With this in mind, I would argue for a little more time spent understanding the processes by which evidence is created, accessed, interpreted and used, before continuing to focus an enormous amount of effort on research dissemination.  As well as understanding the processes underpinning the use and application of research, we also need to explore the extent to which teachers ‘believe’ in the value of evidence. We need to establish that there is a genuine ‘pull’ for evidence from the teaching profession. And we need to understand the types of questions that teachers are seeking answers to.

Some critical ingredients

In spite of the paucity of evidence regarding the impact of different approaches to integrating research and practice, we do know a few things. We know, for example, that effective production and use of research is not a linear process. It is a dynamic social process that requires teachers and researchers to think differently about their traditional respective roles.

We also know that when research organisations focus on a ‘dissemination’ or ‘research push’ approach, uptake of their evidence in schools is limited. The HEFCE-funded Teaching and Learning Research Programme, which attracted over £40 million in funding between 1999 and 2012, is a costly example of this.

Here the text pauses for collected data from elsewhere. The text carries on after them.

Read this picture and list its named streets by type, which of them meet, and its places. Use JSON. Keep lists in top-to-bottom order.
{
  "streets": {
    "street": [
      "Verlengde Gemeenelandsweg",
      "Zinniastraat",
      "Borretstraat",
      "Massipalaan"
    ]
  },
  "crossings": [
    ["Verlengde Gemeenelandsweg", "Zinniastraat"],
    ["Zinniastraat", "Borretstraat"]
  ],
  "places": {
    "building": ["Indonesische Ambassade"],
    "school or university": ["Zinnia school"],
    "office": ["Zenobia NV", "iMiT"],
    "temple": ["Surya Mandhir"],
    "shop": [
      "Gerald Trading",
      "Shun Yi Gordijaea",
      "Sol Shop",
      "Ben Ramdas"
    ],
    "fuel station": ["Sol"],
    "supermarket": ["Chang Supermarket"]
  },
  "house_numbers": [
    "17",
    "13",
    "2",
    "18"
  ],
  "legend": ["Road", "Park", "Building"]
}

But we still have no robust impact evidence that allows us to make comparative assessments of the benefits of one type of approach over another. What are the relative benefits of Becheikh et al’s (2009) ‘problem solving’ approach (where teachers use researchers as ‘technicians’ who can help to answer their questions) over their ‘social-interaction’ model (where teachers and researchers work collaboratively to co-create research questions and research design) for example? Or how effective is their ‘linkage’ model, where evidence is transformed for application in practice and ‘brokered’ by intermediary organisations? At present, we simply don’t know.

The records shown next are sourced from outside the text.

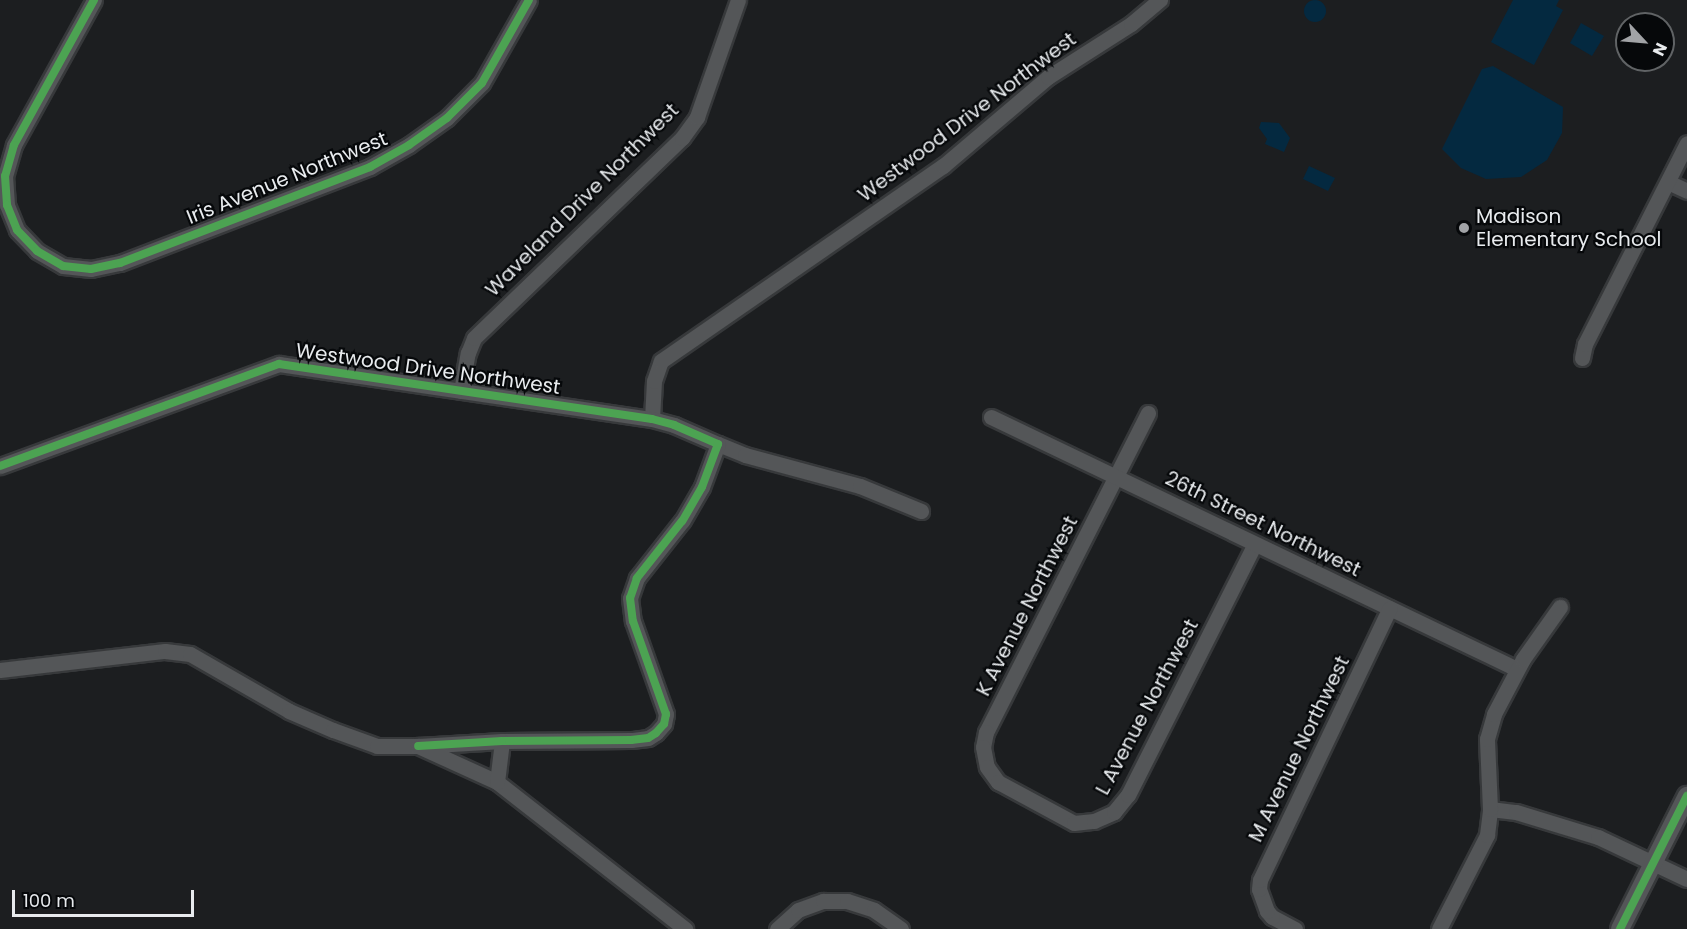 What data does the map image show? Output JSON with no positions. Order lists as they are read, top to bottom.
{
  "streets": {
    "street": [
      "Westwood Drive Northwest",
      "Iris Avenue Northwest",
      "Waveland Drive Northwest",
      "26th Street Northwest",
      "K Avenue Northwest",
      "L Avenue Northwest",
      "M Avenue Northwest"
    ]
  },
  "crossings": [
    ["Westwood Drive Northwest", "Waveland Drive Northwest"],
    ["26th Street Northwest", "K Avenue Northwest"],
    ["26th Street Northwest", "L Avenue Northwest"],
    ["26th Street Northwest", "M Avenue Northwest"],
    ["K Avenue Northwest", "L Avenue Northwest"]
  ],
  "places": ["Madison Elementary School"],
  "scale_bar": "100 m",
  "north": "bottom right"
}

A collaborative investigation

Working in partnership, NFER and United Learning are undertaking primary research to begin to answer some of these questions. Collaboratively, NFER researchers and United Learning teaching/research staff are exploring a variety of approaches that teachers are currently using to access research and apply the evidence to their practice.

As a result of this exploration, we will be able to ‘map’ a number of different approaches currently in use, and to identify those with particular promise. Down the line, there is scope for a more formal evaluation of these promising approaches – possibly even a trial to ascertain relative effectiveness…and by effectiveness, we mean approaches that make some kind of difference to teaching and learning, or to learner outcomes.

Interim results will be available in early 2014 and we will provide an update on what we have found then. The results will help us to go some way towards answering the critical question: ‘What does the evidence tell us about the most effective approaches to integrating evidence into teaching practice?’